- [Work request]: The copy you produce must repeat each record exactly and contain no pictures.

- [Material for this task]:

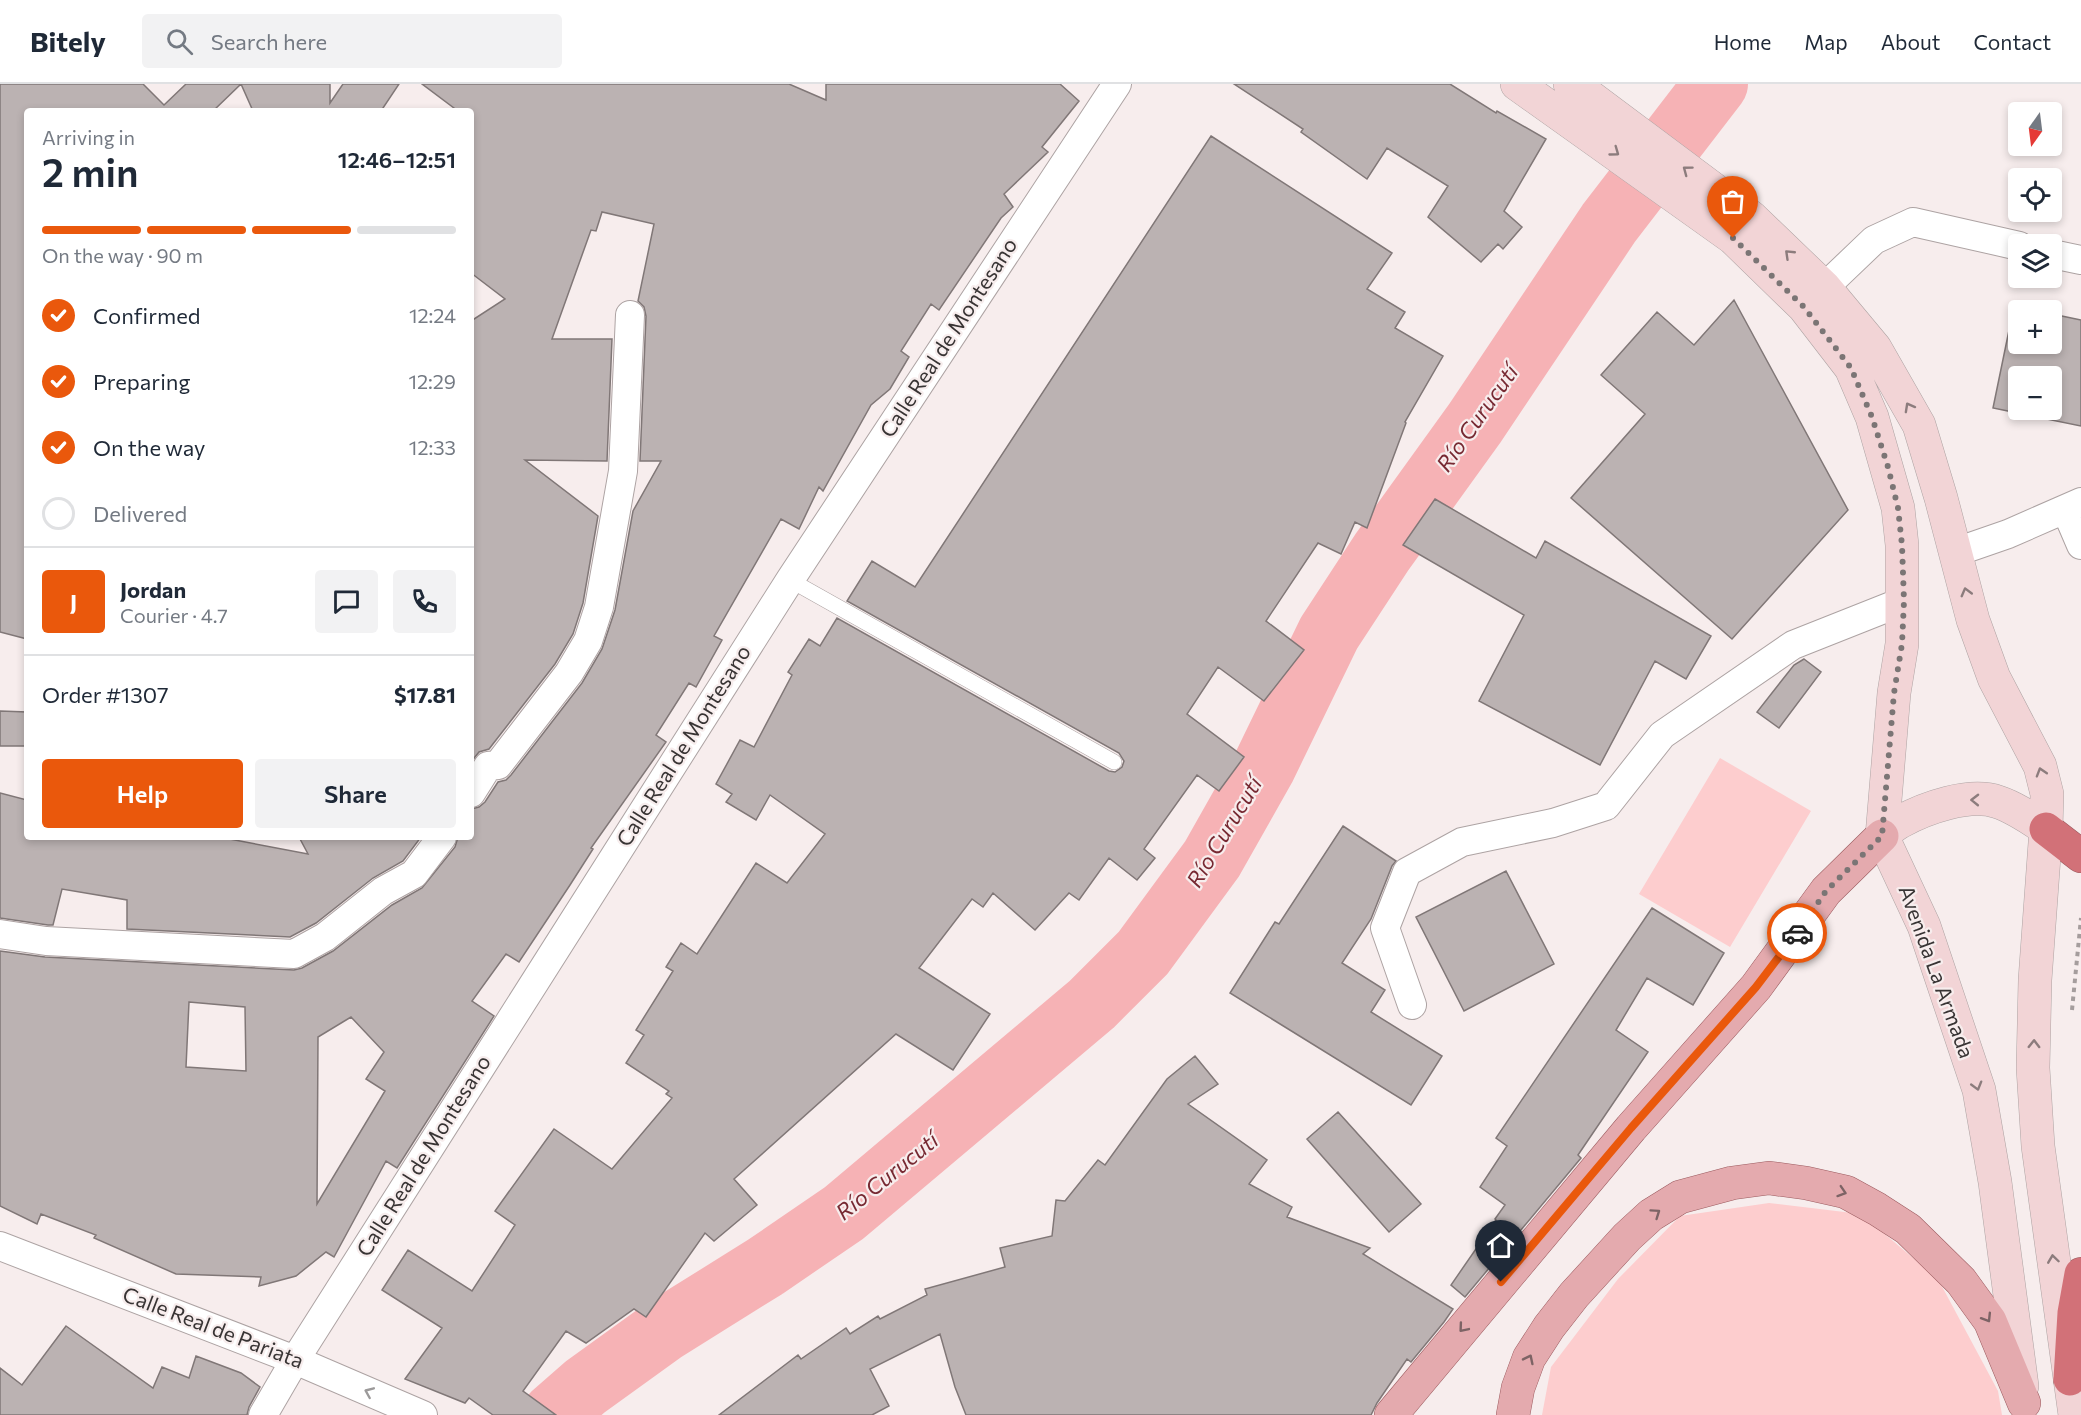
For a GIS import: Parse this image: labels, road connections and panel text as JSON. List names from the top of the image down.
{
  "streets": {
    "main road": ["Avenida La Armada"],
    "street": ["Calle Real de Montesano", "Calle Real de Pariata"]
  },
  "crossings": [
    ["Calle Real de Montesano", "Calle Real de Pariata"]
  ],
  "water": ["Río Curucutí"],
  "north": "bottom",
  "page": {
    "header": "Bitely",
    "search": "Search here",
    "nav": [
      "Home",
      "Map",
      "About",
      "Contact"
    ],
    "map_buttons": ["+", "−"],
    "heading": ["2 min", "Arriving in", "12:46–12:51"],
    "panel": [
      "Jordan",
      "Courier · 4.7",
      "Order #1307",
      "$17.81"
    ],
    "bar": "On the way · 90 m",
    "list": [
      ["Confirmed", "12:24"],
      ["Preparing", "12:29"],
      ["On the way", "12:33"],
      "Delivered"
    ],
    "round": "J",
    "buttons": ["Help", "Share"]
  }
}
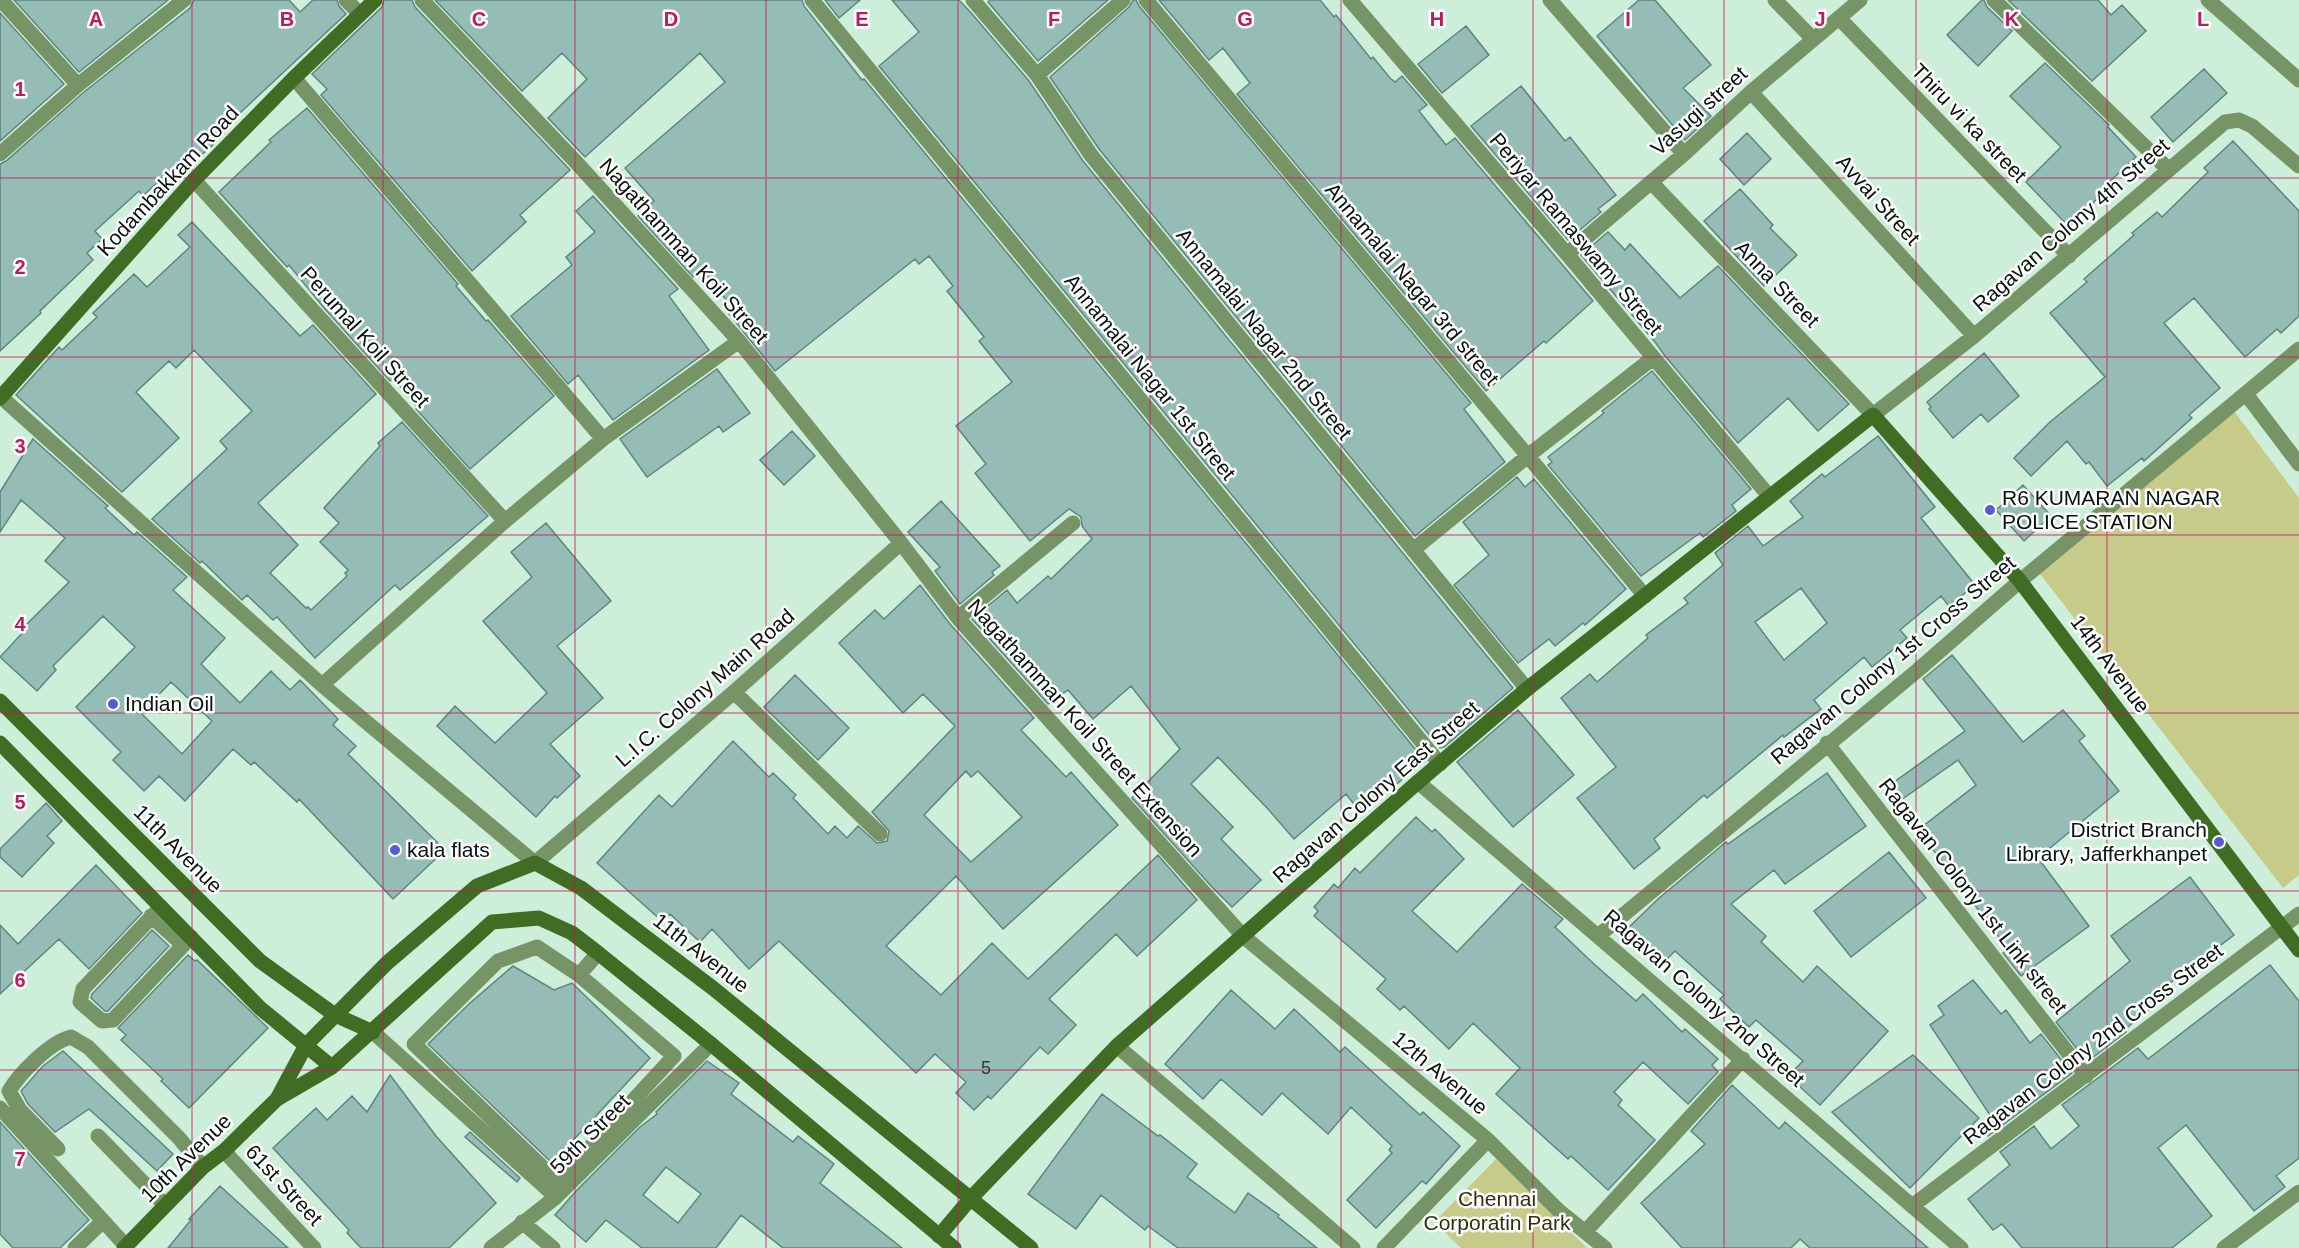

- [Exercise answer]:
For a GIS import: Parse this image: labels, road connections and panel text as JSON. List names from the top of the image down.
{
  "streets": {
    "main road": ["Avenida La Armada"],
    "street": ["Calle Real de Montesano", "Calle Real de Pariata"]
  },
  "crossings": [
    ["Calle Real de Montesano", "Calle Real de Pariata"]
  ],
  "water": ["Río Curucutí"],
  "north": "bottom",
  "page": {
    "header": "Bitely",
    "search": "Search here",
    "nav": [
      "Home",
      "Map",
      "About",
      "Contact"
    ],
    "map_buttons": ["+", "−"],
    "heading": ["2 min", "Arriving in", "12:46–12:51"],
    "panel": [
      "Jordan",
      "Courier · 4.7",
      "Order #1307",
      "$17.81"
    ],
    "bar": "On the way · 90 m",
    "list": [
      ["Confirmed", "12:24"],
      ["Preparing", "12:29"],
      ["On the way", "12:33"],
      "Delivered"
    ],
    "round": "J",
    "buttons": ["Help", "Share"]
  }
}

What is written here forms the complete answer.